Il neurologo ci illustra anche le categorie più a rischio, tra le quali “figurano i lavoratori del pesce, forse per gli sforzi nel sollevare le cassette o le temperature in cui lavorano. Poi troviamo tutti quelli che fanno dei lavori usuranti per le mani, e soprattutto che utilizzano strumentazione vibrante. Esistono poi altre situazioni non patologiche, come ad esempio la gravidanza: nelle donne incinte è decisamente più frequente la sindrome del tunnel carpale. Un’altra causa è l’ipotiroidismo: curandolo la situazione tende a risolversi nel tempo”.
L’esperto ci spiega cosa determina l’intrappolamento del nervo: “Problematiche legate al tunnel stesso, quindi forme traumatiche, artrosiche e l’invecchiamento del canale del legamento trasverso del carpo oppure per problematiche intrinseche al nervo, legate quindi a sofferenza dello stesso, in alcuni casi anche a tumore. Comunque tutte quelle situazioni che determinano un allargamento del nervo”.
Nel trattamento della sindrome del tunnel carpale “una riduzione di quelli che sono i fattori di rischio è fondamentale – sottolinea lo specialista – ovvero cercare di evitare quelle manovre, quelle usure da attività che predispongono alla patologia. Laddove questo non si riesca a fare – ricorda – esistono delle terapie di tipo conservativo e di tipo chirurgico. Quelle di tipo conservativo sono soprattutto farmaci che hanno un effetto anti-infiammatorio, ma anche tecniche di tipo fisiatrico. Per i casi più severi, più gravi o comunque che non riescono ad avere un miglioramento, una reversibilità, si ricorre alla tecnica chirurgica, aprendo questo canale del carpo dall’alto”.

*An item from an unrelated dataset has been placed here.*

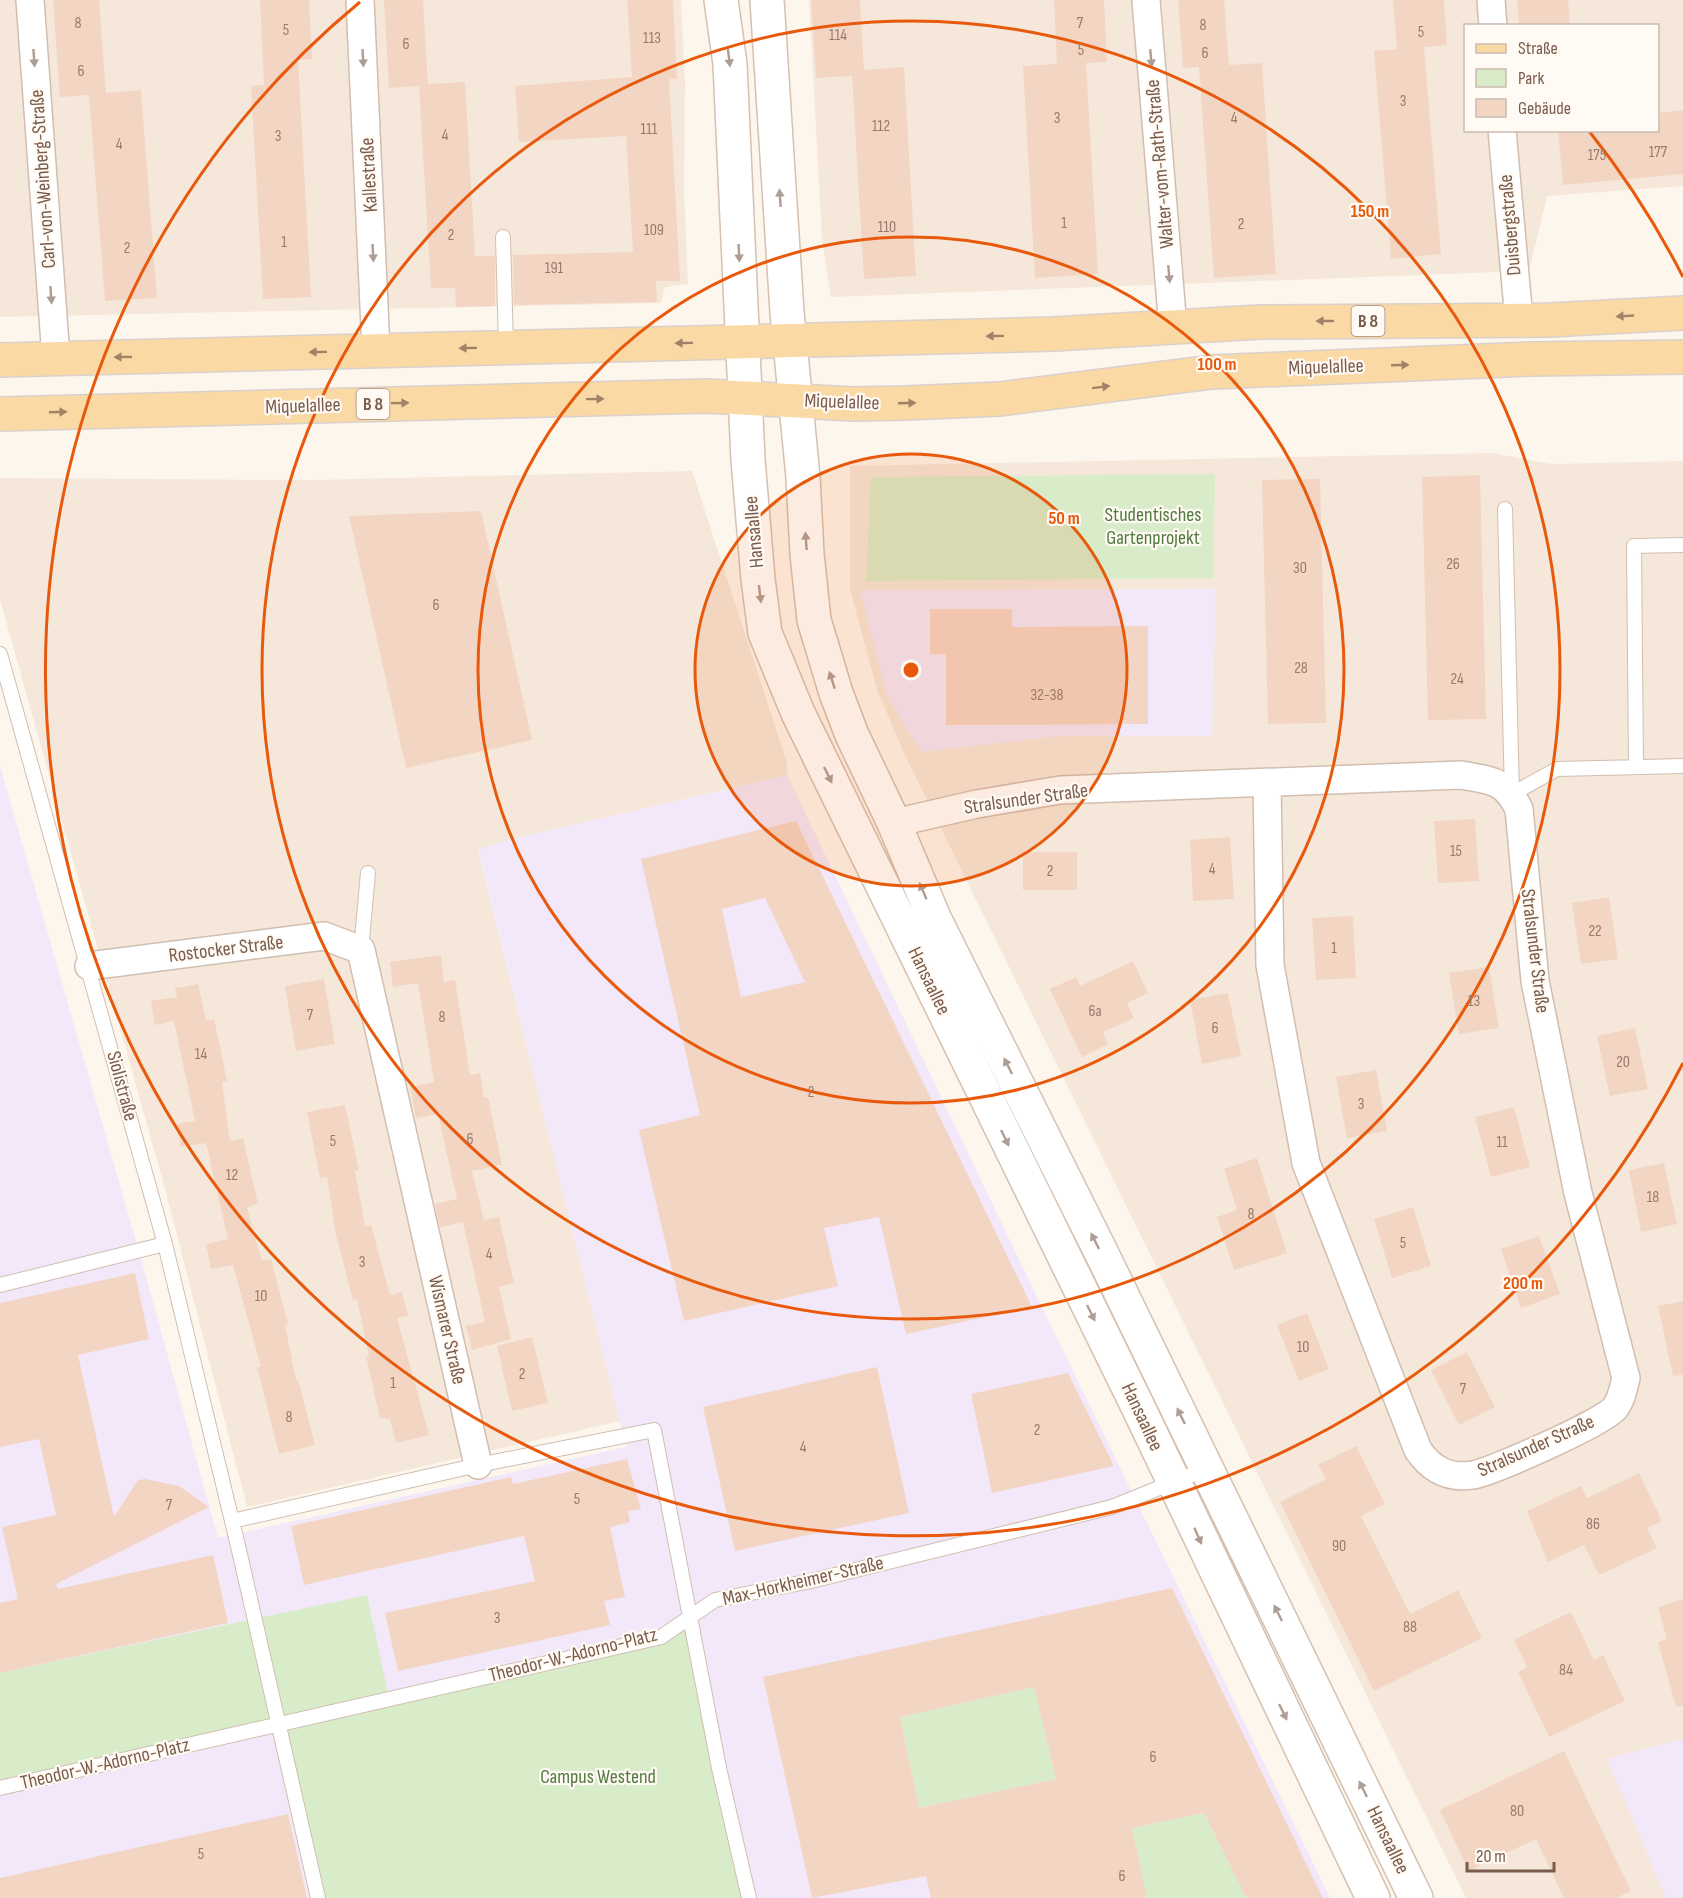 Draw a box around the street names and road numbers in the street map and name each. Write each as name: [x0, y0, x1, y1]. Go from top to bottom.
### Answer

Ma l’intervento chirurgico non è sempre necessario, esistono altre strategie di trattamento: “Dobbiamo distinguere tra forme di tipo lieve e forme di tipo grave – puntualizza il neurologo – Se uno soffre di una forma di tunnel carpale severa purtroppo non esiste alcuna possibilità se non quella chirurgica, che deve essere fatta in tempi relativamente brevi, perché se il nervo muore del tutto anche l’intervento rischia poi di non riuscire a sortire nessun risultato”.
“Nelle forme di tipo lieve o moderato – prosegue Stefano Jann – dove la sintomatologia è iniziale, incostante e non coinvolge problematiche motorie ma soprattutto sensitive, un trattamento conservativo oggi è possibile. Esiste uno studio che è appena stato terminato e che ha dato risultati estremamente soddisfacenti, forse al di là di quelle che erano le aspettative. Lo studio consente di poter dire che, in forme di tipo lieve moderato, l’utilizzo della levo-acetilcarnitina ha apportato miglioramenti clinici per quanto riguarda la sintomatologia del paziente, con riduzione del dolore, delle parestesie, dell’insensibilità alle dita. Ma soprattutto ha determinato anche un miglioramento della funzionalità del nervo, misurata con tecniche di tipo neurofisiologico. Questo francamente lo speravamo, ma non ce lo aspettavamo. Si tratta di un dato estremamente significativo”, conclude il neurologo.